Honey bees in the USA can be vaccinated in the future. However, not with a syringe, but with the help of an “oral vaccination”. The vaccine, which the insects ingest orally, is intended to protect against American foulbrood – a worldwide infectious disease that affects and destroys entire bee colonies every year. The US Department of Agriculture recently granted a conditional license to the vaccine, which was being developed by Dalan Animal Health, a US biotech company.
“Our vaccine is a breakthrough in protecting honey bees,” the Guardian quoted Annette Kleiser, executive director of Dalan Animal Health. “We are poised to change the way we care for insects and impact food production on a global scale.” The vaccine will first be available to commercial beekeepers. American foulbrood is a bacterial disease that only infects bee brood. The pathogen infects the larvae and causes them to rot in the hives.
“It’s something beekeepers can easily spot because it reduces the larvae to this brown goo that has a rancid smell,” Keith Delaplane, an entomologist at the University of Georgia who helped develop the vaccine, explains Newspaper. The disease spreads rapidly in the densely populated beehives. So far there has been no cure. “It is an animal disease that must be reported. Beekeepers must report the infestation to the veterinary office,” says the Friedrich Löffler Institute, the Federal Research Institute for Animal Health.
Since the spores of the pathogen are extremely resistant and long-lived, the experts stipulate that all equipment, the bee hive and the entire bee colony must be considered infectious. The most effective way to combat foulbrood is to burn the infected colony. According to the Guardian, a quarter of beehives in some regions of the United States are affected.

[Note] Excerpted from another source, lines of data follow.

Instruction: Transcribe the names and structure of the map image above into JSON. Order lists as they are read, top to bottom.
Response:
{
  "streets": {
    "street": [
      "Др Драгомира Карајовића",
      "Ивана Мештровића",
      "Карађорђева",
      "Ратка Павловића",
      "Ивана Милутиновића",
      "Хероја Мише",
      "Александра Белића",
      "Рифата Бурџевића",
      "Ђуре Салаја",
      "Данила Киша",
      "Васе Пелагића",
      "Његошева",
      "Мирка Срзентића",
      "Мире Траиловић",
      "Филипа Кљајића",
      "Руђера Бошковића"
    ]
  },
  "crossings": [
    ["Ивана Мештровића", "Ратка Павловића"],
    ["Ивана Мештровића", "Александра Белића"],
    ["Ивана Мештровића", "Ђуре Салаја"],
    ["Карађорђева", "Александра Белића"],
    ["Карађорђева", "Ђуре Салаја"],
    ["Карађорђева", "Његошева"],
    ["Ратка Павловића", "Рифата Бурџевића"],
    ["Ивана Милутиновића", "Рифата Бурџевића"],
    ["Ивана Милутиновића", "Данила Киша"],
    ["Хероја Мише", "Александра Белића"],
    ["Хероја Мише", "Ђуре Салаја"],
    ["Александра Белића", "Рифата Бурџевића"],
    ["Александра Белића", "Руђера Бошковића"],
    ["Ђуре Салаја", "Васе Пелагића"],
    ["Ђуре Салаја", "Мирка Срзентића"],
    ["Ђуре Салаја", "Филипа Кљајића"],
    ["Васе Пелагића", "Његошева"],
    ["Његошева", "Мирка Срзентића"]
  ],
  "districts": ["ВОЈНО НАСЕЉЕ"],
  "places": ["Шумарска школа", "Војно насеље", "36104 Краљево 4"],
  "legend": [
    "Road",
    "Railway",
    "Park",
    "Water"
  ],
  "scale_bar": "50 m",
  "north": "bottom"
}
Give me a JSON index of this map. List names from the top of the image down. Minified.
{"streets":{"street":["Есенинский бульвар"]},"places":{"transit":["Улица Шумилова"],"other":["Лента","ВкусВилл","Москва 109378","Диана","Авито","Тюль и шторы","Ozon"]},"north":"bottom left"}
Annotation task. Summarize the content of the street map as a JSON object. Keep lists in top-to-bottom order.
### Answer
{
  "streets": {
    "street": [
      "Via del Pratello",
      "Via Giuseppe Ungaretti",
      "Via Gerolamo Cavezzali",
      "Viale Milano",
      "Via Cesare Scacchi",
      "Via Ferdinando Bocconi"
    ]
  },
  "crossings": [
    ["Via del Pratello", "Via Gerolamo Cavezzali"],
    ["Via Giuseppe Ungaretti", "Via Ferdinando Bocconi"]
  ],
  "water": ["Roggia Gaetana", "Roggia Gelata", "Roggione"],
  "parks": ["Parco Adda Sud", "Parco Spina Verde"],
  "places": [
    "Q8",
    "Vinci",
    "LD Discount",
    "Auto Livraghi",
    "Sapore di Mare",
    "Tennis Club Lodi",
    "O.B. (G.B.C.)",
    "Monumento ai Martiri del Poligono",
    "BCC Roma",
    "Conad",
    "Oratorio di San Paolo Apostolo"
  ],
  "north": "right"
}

The vaccine, which is intended to make the insects resistant to the disease, is based on killed fragments of the causative bacterium Paenibacillus larvae.
First, the queen bee should be immunized. The vaccine is to be incorporated into the royal jelly. This is a mixture of the secretions of the forage gland and the maxillary gland of the worker bees, which the bees use to raise their queens. These then absorb the vaccine via the jelly, part of which is to be stored in the ovaries. The queen – who is the only female bee to lay fertilized eggs – in turn passes on the immune protection to the larvae. Studies conducted by Dalan Animal Health indicate that this reduces the mortality rate among bees when infested with the rotbrood, according to the Guardian report.
Insect conservation is of vital importance to agriculture and food security around the world. “Any threat to pollinators such as bees is a danger to humanity, at least to its food supply and biodiversity,” summarized the “Süddeutsche Zeitung” a few months ago the tenor of studies with a view to the contribution of bees to the ecosystem. The FAO, the UN agency responsible for food and agriculture, estimates the value of harvests from crops that depend on pollinating their flowers to be between $235 billion and $577 billion a year.
The role of wild bees in large-scale agricultural production in particular is greater than previously assumed, reported “Der Standard” in the summer. According to a study published in the journal “Proceedings of the Royal Society B”, the monetary value of pollination of important crops by wild bees in North America is around 1.3 billion euros. An analysis by scientists from various universities in the USA and Canada, which “Der Standard” quotes in the report, also shows how important insects are for agricultural food production in North America.
The researchers examined the dependence of seven crops central to North American agriculture on wild and honey bees. In five of the plant species examined, there was therefore a direct connection between the decline in the wild bee population and a decline in production. The analysis concludes that declining wild bee populations are threatening fruit and vegetable crop yields in the United States and Canada. According to the Guardian, the “alarming decline” in insects is due to habitat loss, pesticide use and the climate crisis.
That’s why the US is now “unusually dependent” on honey bees as pollinators for crops. Bee colonies are sometimes transported over long distances in order to be “used” at the most important cultivation sites. This in turn could be one of the triggering causes of diseases. Since honey bees have been commercialized and used for agriculture, they have been exposed to a whole “cocktail” of diseases, writes The Guardian. Diseases that devastate large numbers of bee colonies and require beekeeper intervention, such as American foulbrood.
But the vaccine gives hope. Dalan Animal Health is confident that the current knowledge can be used to find vaccines for other bee diseases, such as the European version of foulbrood.